Les arguments de Ludovine de la Rochère mis à mal dans un débat sur Europe 1 (Yagg, 5 août 2014)

La présidente de la «Manif pour tous» a été contredite par la sociologue Dominique Mehl, le pédopsychiatre Gilles-Marie Valet et la sénatrice Esther Benbassa (EELV).

Le Grand Débat d’Europe 1 qui a eu lieu ce dimanche 3 août au sujet de la procréation médicalement assistée (PMA), de la gestation pour autrui (GPA), de la filiation et de l’homoparentalité fut l’occasion pour plusieurs invité.e.s de confronter leurs points de vue sur ces questions. Ludovine de la Rochère, présidente de la «Manif pour tous», le docteur Chadi Yazbeck, spécialiste des questions liées à la PMA, la sociologue Dominique Mehl, elle aussi spécialiste de cette question mais avec une autre perspective, le pédopsychiatre Gilles-Marie Valet, la sénatrice Esther Benbassa (EELV) et Marie, l’une des deux lesbiennes à l’origine du manifeste des 343 «fraudeuses», ont ainsi pu échanger.

DISCRIMINATION
Après la diffusion d’un reportage sur un couple de femmes ayant eu recours à une PMA, Ludovine de la Rochère a commenté qu’elle avait «les cheveux qui se dressent sur la tête» en entendant cette histoire… Avant de critiquer toute approche «sentimentaliste» fondée sur la subjectivité. Elle a souligné que si le mariage et l’adoption pour les couples de même sexe figuraient parmi les 60 engagements de François Hollande – mesures contre lesquelles elle continue à lutter –, la PMA n’a été promise par le candidat à la présidentielle que dans une interview. La présidente de la «Manif pour tous» reproche aux partisan.e.s de l’égalité des droits de vouloir instaurer de l’égalité dans «des situations ontologiquement différentes». Et elle reproche notamment aux femmes qui recourent à une insémination en Belgique de choisir le donneur de sperme en fonction de la couleur de ses cheveux ou de ses yeux.

Des arguments balayés par Marie qui a fait remarquer qu’en France, lors d’une PMA, pour conserver l’illusion que le père stérile a un lien biologique avec son enfant, les médecins tentent de sélectionner un donneur qui lui ressemble physiquement et qui a le même groupe sanguin. Et face au docteur Chadi Yazbeck qui met en avant que l’accès à la PMA a jusqu’ici été réservé à des cas de stérilité médicalement constatée, la militante démontre que le droit français introduit en fait une discrimination: une femme stérile mariée à un homme peut recevoir une insémination, la même femme, si elle épouse une autre femme, n’y aura pas droit.
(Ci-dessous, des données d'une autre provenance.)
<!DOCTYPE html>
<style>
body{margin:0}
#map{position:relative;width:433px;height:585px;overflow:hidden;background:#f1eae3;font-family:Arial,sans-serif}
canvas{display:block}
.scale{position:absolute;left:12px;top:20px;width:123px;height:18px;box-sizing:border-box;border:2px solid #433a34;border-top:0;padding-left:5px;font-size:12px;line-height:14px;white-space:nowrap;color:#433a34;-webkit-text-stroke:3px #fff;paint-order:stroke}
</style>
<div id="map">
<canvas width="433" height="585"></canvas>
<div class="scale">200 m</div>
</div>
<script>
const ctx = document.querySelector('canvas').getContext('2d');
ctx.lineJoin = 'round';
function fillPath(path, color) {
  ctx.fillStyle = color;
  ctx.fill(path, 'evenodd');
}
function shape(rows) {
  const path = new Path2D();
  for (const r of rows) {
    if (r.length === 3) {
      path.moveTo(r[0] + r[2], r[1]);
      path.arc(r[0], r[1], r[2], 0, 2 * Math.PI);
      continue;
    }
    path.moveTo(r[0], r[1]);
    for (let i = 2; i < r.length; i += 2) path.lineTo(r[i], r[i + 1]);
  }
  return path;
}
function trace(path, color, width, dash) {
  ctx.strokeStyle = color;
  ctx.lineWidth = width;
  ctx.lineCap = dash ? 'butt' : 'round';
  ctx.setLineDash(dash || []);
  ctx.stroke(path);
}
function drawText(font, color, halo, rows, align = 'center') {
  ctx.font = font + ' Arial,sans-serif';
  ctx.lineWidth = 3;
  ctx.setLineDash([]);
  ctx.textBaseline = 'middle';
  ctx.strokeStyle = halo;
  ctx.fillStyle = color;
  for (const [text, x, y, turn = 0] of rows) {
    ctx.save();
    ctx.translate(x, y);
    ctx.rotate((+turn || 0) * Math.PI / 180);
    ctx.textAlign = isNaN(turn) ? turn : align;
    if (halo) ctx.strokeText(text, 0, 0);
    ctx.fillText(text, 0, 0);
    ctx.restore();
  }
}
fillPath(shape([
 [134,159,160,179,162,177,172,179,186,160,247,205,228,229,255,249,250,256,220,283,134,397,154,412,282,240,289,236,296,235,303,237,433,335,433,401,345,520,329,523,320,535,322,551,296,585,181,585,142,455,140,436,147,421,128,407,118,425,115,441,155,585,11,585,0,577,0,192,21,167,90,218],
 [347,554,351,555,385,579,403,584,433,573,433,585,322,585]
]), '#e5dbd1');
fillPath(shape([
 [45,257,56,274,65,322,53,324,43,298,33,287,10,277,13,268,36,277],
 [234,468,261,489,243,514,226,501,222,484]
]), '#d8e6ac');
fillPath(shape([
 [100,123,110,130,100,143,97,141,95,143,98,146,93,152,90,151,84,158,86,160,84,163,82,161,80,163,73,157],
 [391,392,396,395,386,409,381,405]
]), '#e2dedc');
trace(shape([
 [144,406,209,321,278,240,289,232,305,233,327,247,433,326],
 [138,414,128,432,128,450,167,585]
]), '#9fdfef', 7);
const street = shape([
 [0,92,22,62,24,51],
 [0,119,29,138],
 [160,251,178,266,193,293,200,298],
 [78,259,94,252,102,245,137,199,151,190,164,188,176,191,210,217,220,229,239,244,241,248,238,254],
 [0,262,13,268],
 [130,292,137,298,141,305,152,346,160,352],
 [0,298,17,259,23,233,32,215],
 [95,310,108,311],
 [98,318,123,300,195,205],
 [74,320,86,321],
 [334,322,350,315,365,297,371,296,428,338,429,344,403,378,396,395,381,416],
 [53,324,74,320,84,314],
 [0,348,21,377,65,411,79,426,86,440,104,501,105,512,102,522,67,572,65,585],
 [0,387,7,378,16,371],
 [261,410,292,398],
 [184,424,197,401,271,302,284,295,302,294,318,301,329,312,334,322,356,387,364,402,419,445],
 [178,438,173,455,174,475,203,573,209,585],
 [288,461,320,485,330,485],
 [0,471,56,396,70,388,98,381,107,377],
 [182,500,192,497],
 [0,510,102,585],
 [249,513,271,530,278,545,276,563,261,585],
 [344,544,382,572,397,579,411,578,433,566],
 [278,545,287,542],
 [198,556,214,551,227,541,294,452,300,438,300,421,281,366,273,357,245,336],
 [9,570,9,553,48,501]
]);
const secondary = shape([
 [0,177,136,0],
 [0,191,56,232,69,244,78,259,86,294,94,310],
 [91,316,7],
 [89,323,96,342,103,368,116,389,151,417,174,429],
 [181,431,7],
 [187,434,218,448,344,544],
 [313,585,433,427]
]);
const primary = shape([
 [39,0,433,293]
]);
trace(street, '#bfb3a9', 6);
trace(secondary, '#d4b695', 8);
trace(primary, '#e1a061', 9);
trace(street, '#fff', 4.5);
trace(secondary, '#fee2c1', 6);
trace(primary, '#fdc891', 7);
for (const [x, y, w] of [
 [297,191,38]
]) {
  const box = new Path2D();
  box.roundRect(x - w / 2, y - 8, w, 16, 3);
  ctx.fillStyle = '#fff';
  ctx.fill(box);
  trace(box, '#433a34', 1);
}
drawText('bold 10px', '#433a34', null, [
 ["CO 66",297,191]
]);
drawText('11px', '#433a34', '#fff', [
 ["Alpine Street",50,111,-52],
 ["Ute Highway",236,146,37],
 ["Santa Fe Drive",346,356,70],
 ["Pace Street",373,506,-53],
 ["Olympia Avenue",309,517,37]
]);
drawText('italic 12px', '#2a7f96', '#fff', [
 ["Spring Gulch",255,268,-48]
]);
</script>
LA FILIATION EST «UNE CONSTRUCTION»
«Tout enfant naît d’un père et d’une mère!», a vivement réagi Ludovine de la Rochère. Une conception réductrice, fondée sur des considérations religieuses, a martelé Esther Benbassa en insistant pour que l’ouverture du mariage soit suivie de conséquences législatives pour que les couples homos puissent légalement avoir des enfants. C’est ce qu’elle compte mettre en œuvre dans une proposition de loi. Si la présidente de la «Manif pour tous» n’a eu de cesse de répéter que ses arguments n’avaient rien de religieux, son slogan a été mis à mal par le pédopsychiatre Gilles-Marie Valet. «On ne naît pas d’un père et d’une mère, mais d’un gamète femelle et d’un gamète mâle, a-t-il affirmé. On ne ne peut pas faire croire à un enfant qu’il est né de deux femmes, mais rien n’empêche cet enfant de développer cette filiation qui fait de lui le fils ou la fille de ce père, de cette mère, de cette autre mère ou de cet autre père.» Comme l’a rappelé Esther Benbassa, la filiation est «une construction».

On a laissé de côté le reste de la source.